Return the data below in full and exactly, except that the pictures are dropped.

━━ Provided data ━━

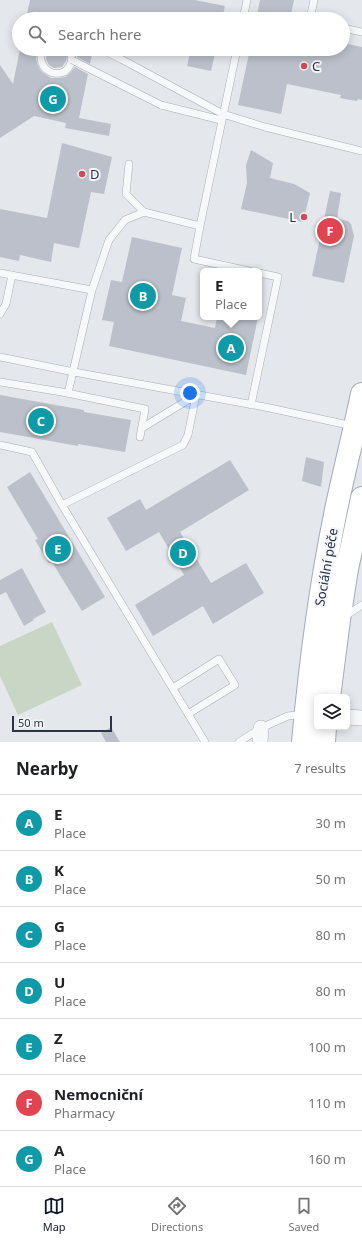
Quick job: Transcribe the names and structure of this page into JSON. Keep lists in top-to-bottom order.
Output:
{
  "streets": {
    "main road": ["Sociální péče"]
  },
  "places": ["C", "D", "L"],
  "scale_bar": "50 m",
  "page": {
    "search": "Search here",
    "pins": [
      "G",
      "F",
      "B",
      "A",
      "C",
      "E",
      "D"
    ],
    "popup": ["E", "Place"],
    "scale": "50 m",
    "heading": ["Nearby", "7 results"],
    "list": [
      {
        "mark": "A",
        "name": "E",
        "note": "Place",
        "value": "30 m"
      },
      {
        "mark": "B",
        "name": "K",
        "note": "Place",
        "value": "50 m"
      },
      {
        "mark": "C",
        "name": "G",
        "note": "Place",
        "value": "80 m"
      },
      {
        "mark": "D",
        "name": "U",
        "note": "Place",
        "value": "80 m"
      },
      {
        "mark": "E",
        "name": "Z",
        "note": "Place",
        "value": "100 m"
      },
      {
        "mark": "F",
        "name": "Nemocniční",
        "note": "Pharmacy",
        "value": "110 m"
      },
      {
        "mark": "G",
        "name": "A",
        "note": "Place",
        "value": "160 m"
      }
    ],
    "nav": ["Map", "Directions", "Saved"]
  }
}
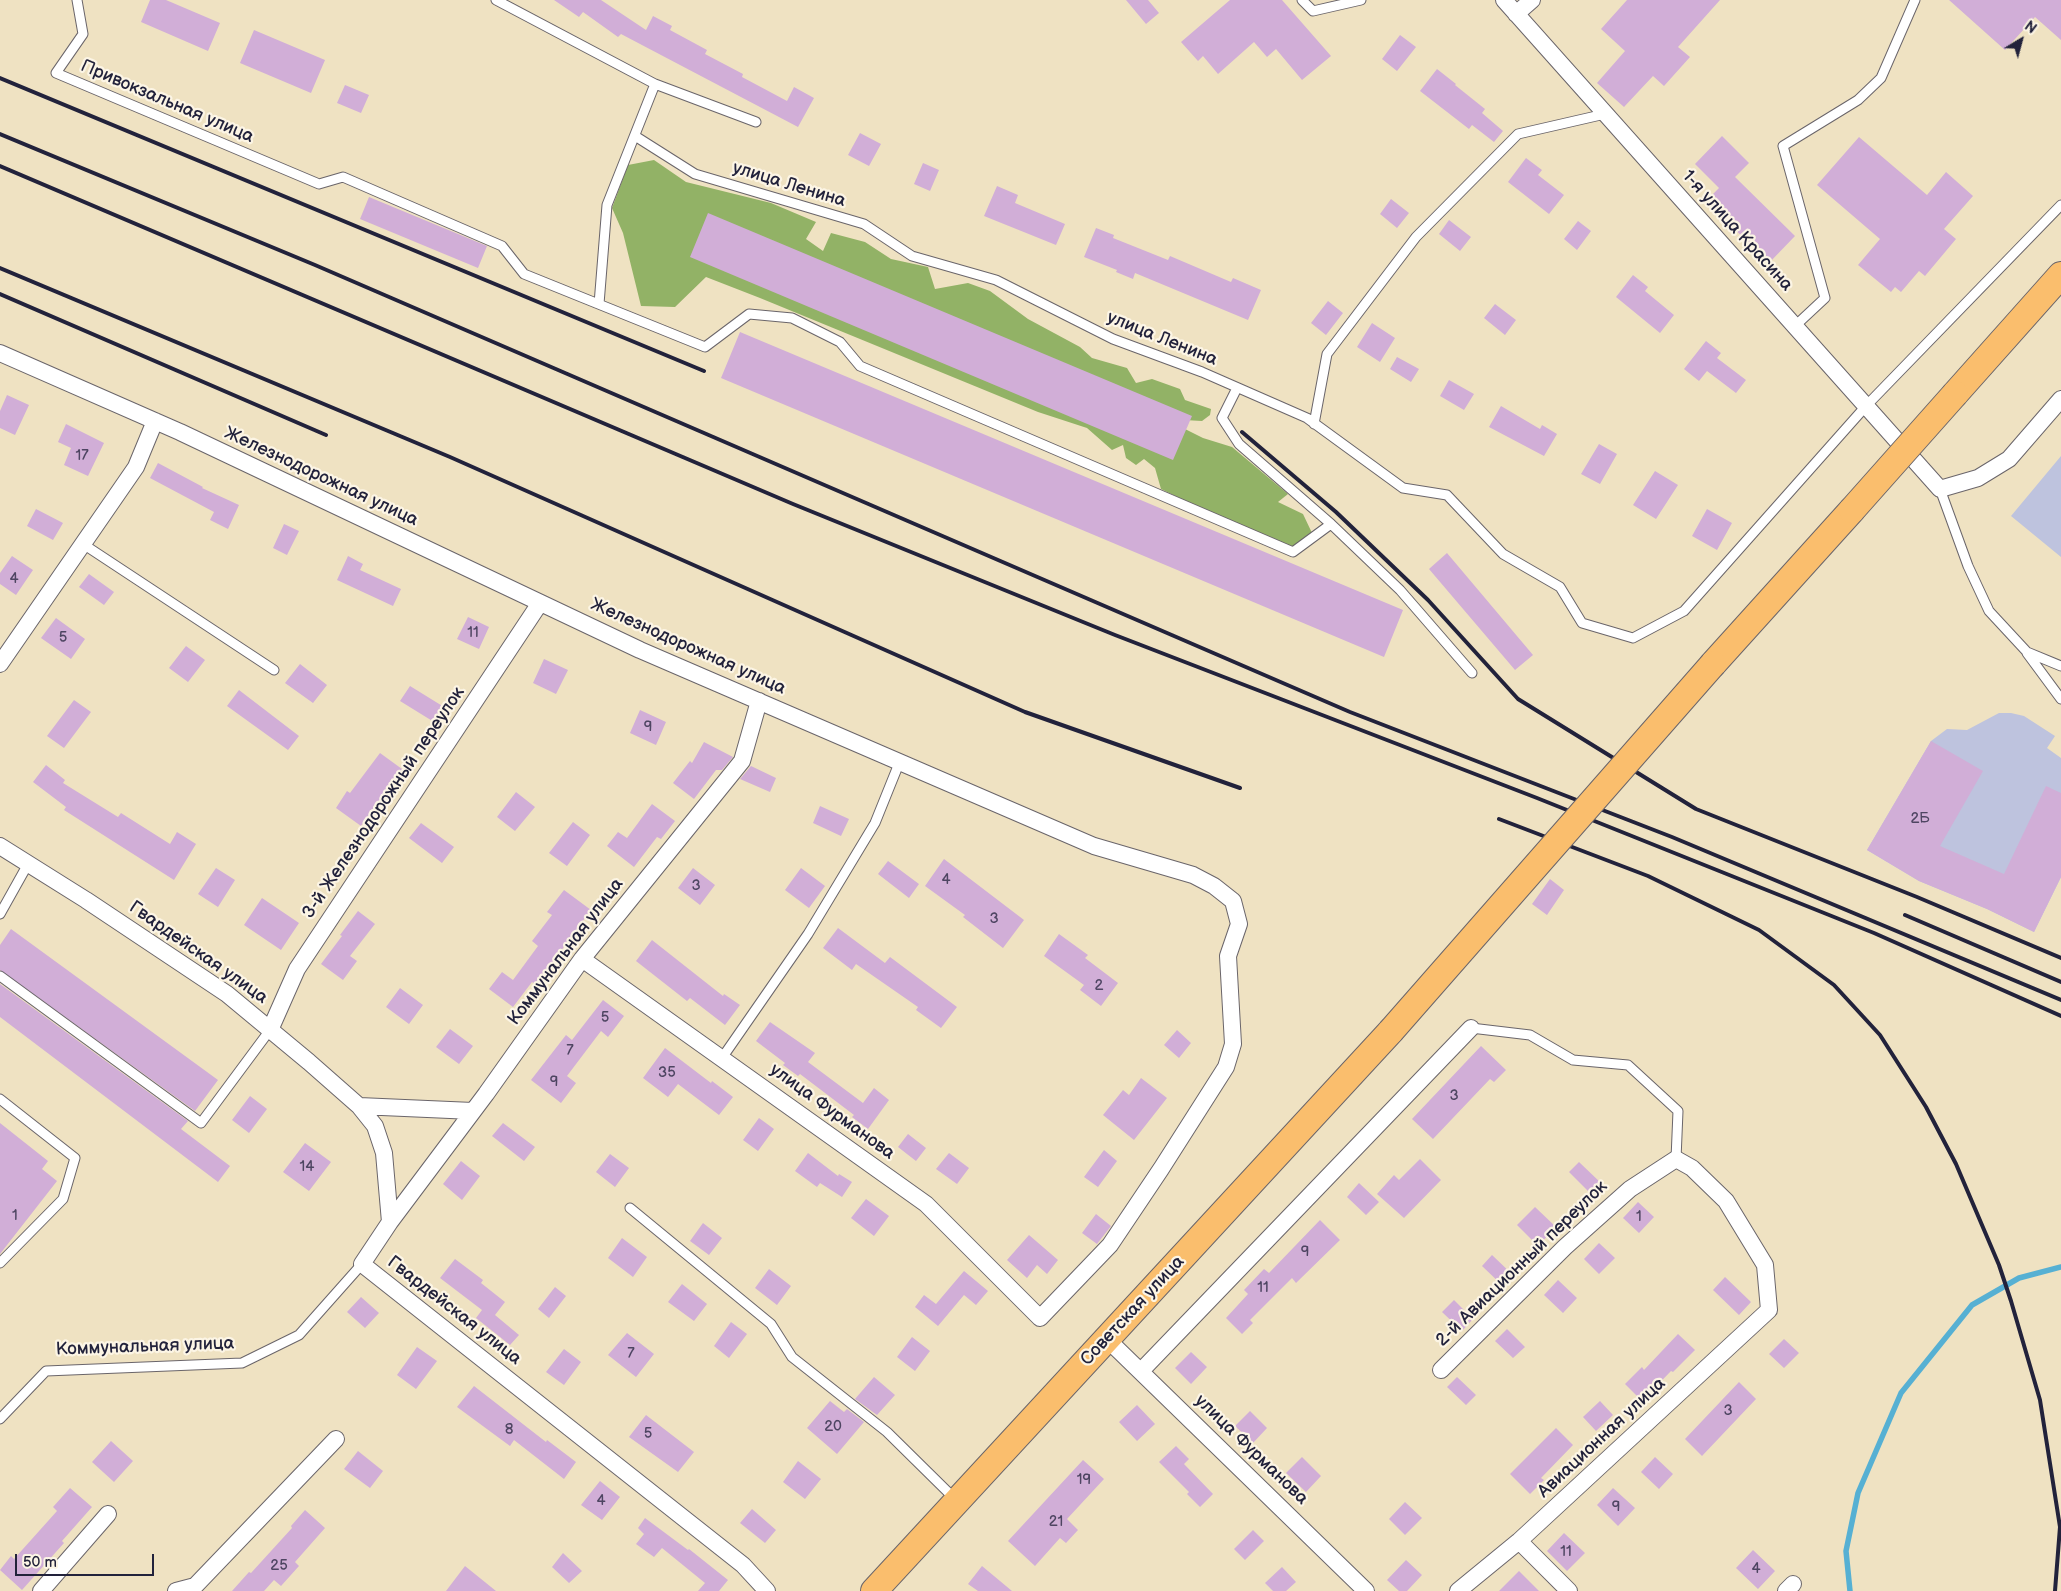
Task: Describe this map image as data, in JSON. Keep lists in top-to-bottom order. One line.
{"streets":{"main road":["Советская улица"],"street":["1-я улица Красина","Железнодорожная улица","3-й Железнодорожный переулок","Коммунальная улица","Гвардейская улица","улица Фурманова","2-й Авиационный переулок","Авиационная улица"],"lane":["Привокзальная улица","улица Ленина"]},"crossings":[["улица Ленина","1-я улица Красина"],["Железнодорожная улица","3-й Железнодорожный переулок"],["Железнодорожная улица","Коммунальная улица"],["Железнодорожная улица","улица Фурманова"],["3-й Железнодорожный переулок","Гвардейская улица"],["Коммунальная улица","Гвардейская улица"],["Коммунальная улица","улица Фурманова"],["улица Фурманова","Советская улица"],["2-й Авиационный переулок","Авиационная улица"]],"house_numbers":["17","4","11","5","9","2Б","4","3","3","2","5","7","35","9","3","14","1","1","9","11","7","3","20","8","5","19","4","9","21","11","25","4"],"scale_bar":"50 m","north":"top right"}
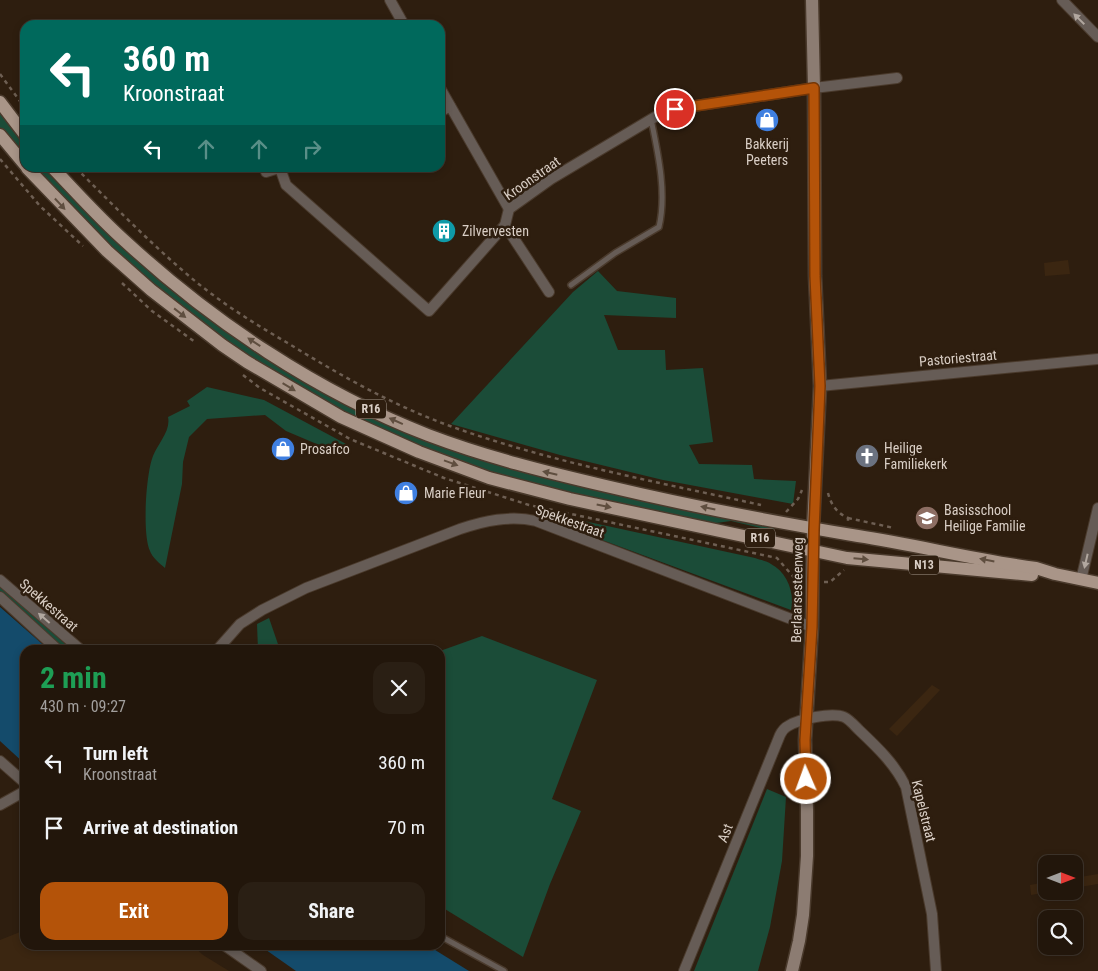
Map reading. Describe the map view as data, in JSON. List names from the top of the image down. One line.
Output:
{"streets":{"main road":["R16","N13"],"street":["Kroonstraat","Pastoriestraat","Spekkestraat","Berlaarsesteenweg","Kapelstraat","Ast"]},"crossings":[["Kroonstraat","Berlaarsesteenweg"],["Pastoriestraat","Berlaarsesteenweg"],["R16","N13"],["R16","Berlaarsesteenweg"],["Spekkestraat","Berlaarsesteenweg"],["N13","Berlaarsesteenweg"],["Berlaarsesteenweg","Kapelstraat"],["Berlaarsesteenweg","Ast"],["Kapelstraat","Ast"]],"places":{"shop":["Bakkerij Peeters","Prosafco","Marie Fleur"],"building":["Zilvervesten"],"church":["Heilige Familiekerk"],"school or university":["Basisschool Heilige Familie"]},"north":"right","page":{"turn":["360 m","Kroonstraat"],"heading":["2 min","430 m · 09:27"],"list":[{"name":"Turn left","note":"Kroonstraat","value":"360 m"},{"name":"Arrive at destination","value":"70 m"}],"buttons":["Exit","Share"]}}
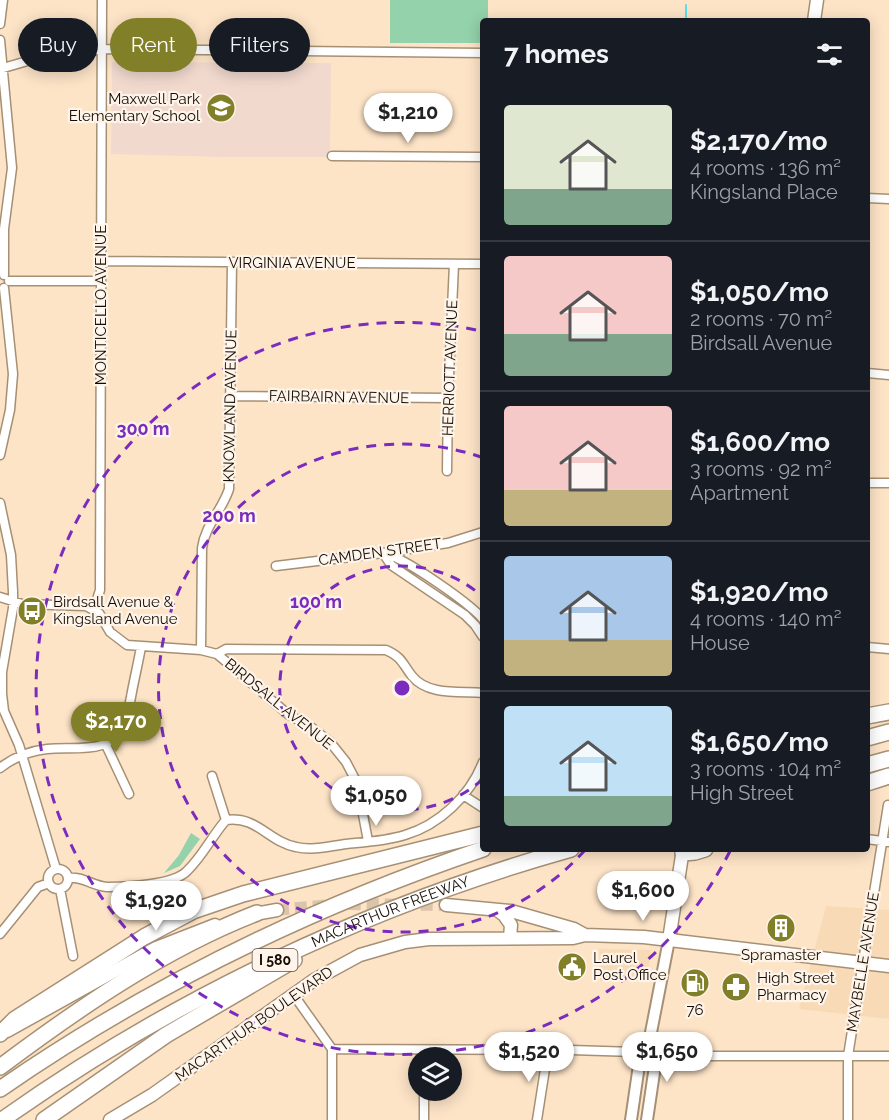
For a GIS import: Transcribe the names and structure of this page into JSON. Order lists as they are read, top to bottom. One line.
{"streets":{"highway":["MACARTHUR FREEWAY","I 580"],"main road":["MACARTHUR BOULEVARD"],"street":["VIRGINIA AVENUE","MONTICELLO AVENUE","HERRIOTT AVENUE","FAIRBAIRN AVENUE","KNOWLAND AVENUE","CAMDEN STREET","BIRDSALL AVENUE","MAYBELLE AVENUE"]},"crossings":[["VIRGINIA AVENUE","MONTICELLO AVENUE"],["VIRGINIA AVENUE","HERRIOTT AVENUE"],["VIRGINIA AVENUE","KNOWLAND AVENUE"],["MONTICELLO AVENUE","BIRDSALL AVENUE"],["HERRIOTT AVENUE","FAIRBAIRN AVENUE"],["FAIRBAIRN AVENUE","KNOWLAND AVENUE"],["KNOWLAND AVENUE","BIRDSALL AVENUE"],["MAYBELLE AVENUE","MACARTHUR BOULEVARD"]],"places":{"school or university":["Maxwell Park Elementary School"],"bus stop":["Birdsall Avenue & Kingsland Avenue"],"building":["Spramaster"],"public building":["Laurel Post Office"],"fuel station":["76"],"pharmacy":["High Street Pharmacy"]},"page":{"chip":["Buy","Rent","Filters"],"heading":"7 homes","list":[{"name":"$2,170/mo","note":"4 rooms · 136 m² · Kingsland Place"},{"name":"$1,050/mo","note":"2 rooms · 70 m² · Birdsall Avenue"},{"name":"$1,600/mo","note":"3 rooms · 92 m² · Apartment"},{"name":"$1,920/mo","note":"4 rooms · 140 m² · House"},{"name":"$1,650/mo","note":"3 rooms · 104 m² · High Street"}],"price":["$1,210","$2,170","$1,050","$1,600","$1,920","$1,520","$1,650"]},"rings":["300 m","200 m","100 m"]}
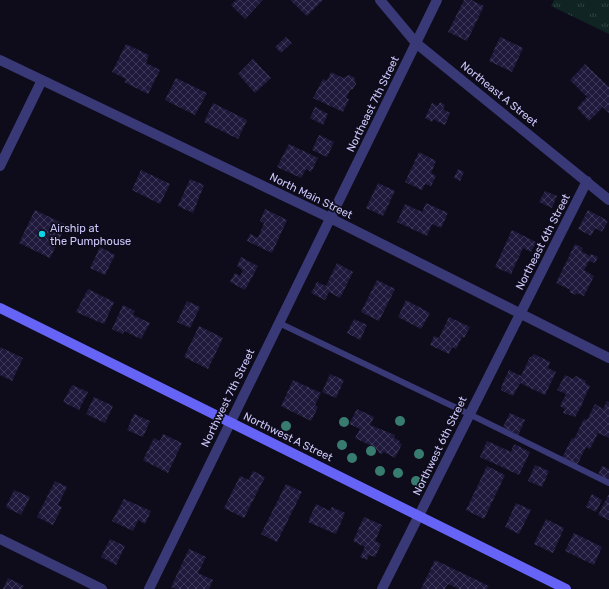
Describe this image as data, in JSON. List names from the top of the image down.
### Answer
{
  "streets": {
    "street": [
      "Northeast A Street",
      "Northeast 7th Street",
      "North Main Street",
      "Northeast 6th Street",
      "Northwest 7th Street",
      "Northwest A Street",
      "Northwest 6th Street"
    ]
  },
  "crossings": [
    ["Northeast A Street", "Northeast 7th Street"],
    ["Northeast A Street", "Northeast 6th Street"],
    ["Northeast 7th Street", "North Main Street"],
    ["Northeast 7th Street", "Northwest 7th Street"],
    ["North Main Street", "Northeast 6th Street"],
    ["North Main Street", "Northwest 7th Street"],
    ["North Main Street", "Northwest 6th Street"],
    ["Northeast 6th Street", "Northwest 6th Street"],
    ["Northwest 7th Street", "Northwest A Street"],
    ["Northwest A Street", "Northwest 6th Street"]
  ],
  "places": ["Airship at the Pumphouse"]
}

━━━

[Written answer]
Quick job: Transcribe the names and structure of this page into JSON. Keep lists in top-to-bottom order.
Output:
{
  "streets": {
    "main road": ["Sociální péče"]
  },
  "places": ["C", "D", "L"],
  "scale_bar": "50 m",
  "page": {
    "search": "Search here",
    "pins": [
      "G",
      "F",
      "B",
      "A",
      "C",
      "E",
      "D"
    ],
    "popup": ["E", "Place"],
    "scale": "50 m",
    "heading": ["Nearby", "7 results"],
    "list": [
      {
        "mark": "A",
        "name": "E",
        "note": "Place",
        "value": "30 m"
      },
      {
        "mark": "B",
        "name": "K",
        "note": "Place",
        "value": "50 m"
      },
      {
        "mark": "C",
        "name": "G",
        "note": "Place",
        "value": "80 m"
      },
      {
        "mark": "D",
        "name": "U",
        "note": "Place",
        "value": "80 m"
      },
      {
        "mark": "E",
        "name": "Z",
        "note": "Place",
        "value": "100 m"
      },
      {
        "mark": "F",
        "name": "Nemocniční",
        "note": "Pharmacy",
        "value": "110 m"
      },
      {
        "mark": "G",
        "name": "A",
        "note": "Place",
        "value": "160 m"
      }
    ],
    "nav": ["Map", "Directions", "Saved"]
  }
}
Task: Describe this map image as data, in JSON. Keep lists in top-to-bottom order. One line.
{"streets":{"main road":["Советская улица"],"street":["1-я улица Красина","Железнодорожная улица","3-й Железнодорожный переулок","Коммунальная улица","Гвардейская улица","улица Фурманова","2-й Авиационный переулок","Авиационная улица"],"lane":["Привокзальная улица","улица Ленина"]},"crossings":[["улица Ленина","1-я улица Красина"],["Железнодорожная улица","3-й Железнодорожный переулок"],["Железнодорожная улица","Коммунальная улица"],["Железнодорожная улица","улица Фурманова"],["3-й Железнодорожный переулок","Гвардейская улица"],["Коммунальная улица","Гвардейская улица"],["Коммунальная улица","улица Фурманова"],["улица Фурманова","Советская улица"],["2-й Авиационный переулок","Авиационная улица"]],"house_numbers":["17","4","11","5","9","2Б","4","3","3","2","5","7","35","9","3","14","1","1","9","11","7","3","20","8","5","19","4","9","21","11","25","4"],"scale_bar":"50 m","north":"top right"}
Map reading. Describe the map view as data, in JSON. List names from the top of the image down. One line.
Output:
{"streets":{"main road":["R16","N13"],"street":["Kroonstraat","Pastoriestraat","Spekkestraat","Berlaarsesteenweg","Kapelstraat","Ast"]},"crossings":[["Kroonstraat","Berlaarsesteenweg"],["Pastoriestraat","Berlaarsesteenweg"],["R16","N13"],["R16","Berlaarsesteenweg"],["Spekkestraat","Berlaarsesteenweg"],["N13","Berlaarsesteenweg"],["Berlaarsesteenweg","Kapelstraat"],["Berlaarsesteenweg","Ast"],["Kapelstraat","Ast"]],"places":{"shop":["Bakkerij Peeters","Prosafco","Marie Fleur"],"building":["Zilvervesten"],"church":["Heilige Familiekerk"],"school or university":["Basisschool Heilige Familie"]},"north":"right","page":{"turn":["360 m","Kroonstraat"],"heading":["2 min","430 m · 09:27"],"list":[{"name":"Turn left","note":"Kroonstraat","value":"360 m"},{"name":"Arrive at destination","value":"70 m"}],"buttons":["Exit","Share"]}}
For a GIS import: Transcribe the names and structure of this page into JSON. Order lists as they are read, top to bottom. One line.
{"streets":{"highway":["MACARTHUR FREEWAY","I 580"],"main road":["MACARTHUR BOULEVARD"],"street":["VIRGINIA AVENUE","MONTICELLO AVENUE","HERRIOTT AVENUE","FAIRBAIRN AVENUE","KNOWLAND AVENUE","CAMDEN STREET","BIRDSALL AVENUE","MAYBELLE AVENUE"]},"crossings":[["VIRGINIA AVENUE","MONTICELLO AVENUE"],["VIRGINIA AVENUE","HERRIOTT AVENUE"],["VIRGINIA AVENUE","KNOWLAND AVENUE"],["MONTICELLO AVENUE","BIRDSALL AVENUE"],["HERRIOTT AVENUE","FAIRBAIRN AVENUE"],["FAIRBAIRN AVENUE","KNOWLAND AVENUE"],["KNOWLAND AVENUE","BIRDSALL AVENUE"],["MAYBELLE AVENUE","MACARTHUR BOULEVARD"]],"places":{"school or university":["Maxwell Park Elementary School"],"bus stop":["Birdsall Avenue & Kingsland Avenue"],"building":["Spramaster"],"public building":["Laurel Post Office"],"fuel station":["76"],"pharmacy":["High Street Pharmacy"]},"page":{"chip":["Buy","Rent","Filters"],"heading":"7 homes","list":[{"name":"$2,170/mo","note":"4 rooms · 136 m² · Kingsland Place"},{"name":"$1,050/mo","note":"2 rooms · 70 m² · Birdsall Avenue"},{"name":"$1,600/mo","note":"3 rooms · 92 m² · Apartment"},{"name":"$1,920/mo","note":"4 rooms · 140 m² · House"},{"name":"$1,650/mo","note":"3 rooms · 104 m² · High Street"}],"price":["$1,210","$2,170","$1,050","$1,600","$1,920","$1,520","$1,650"]},"rings":["300 m","200 m","100 m"]}
Describe this image as data, in JSON. List names from the top of the image down.
### Answer
{
  "streets": {
    "street": [
      "Northeast A Street",
      "Northeast 7th Street",
      "North Main Street",
      "Northeast 6th Street",
      "Northwest 7th Street",
      "Northwest A Street",
      "Northwest 6th Street"
    ]
  },
  "crossings": [
    ["Northeast A Street", "Northeast 7th Street"],
    ["Northeast A Street", "Northeast 6th Street"],
    ["Northeast 7th Street", "North Main Street"],
    ["Northeast 7th Street", "Northwest 7th Street"],
    ["North Main Street", "Northeast 6th Street"],
    ["North Main Street", "Northwest 7th Street"],
    ["North Main Street", "Northwest 6th Street"],
    ["Northeast 6th Street", "Northwest 6th Street"],
    ["Northwest 7th Street", "Northwest A Street"],
    ["Northwest A Street", "Northwest 6th Street"]
  ],
  "places": ["Airship at the Pumphouse"]
}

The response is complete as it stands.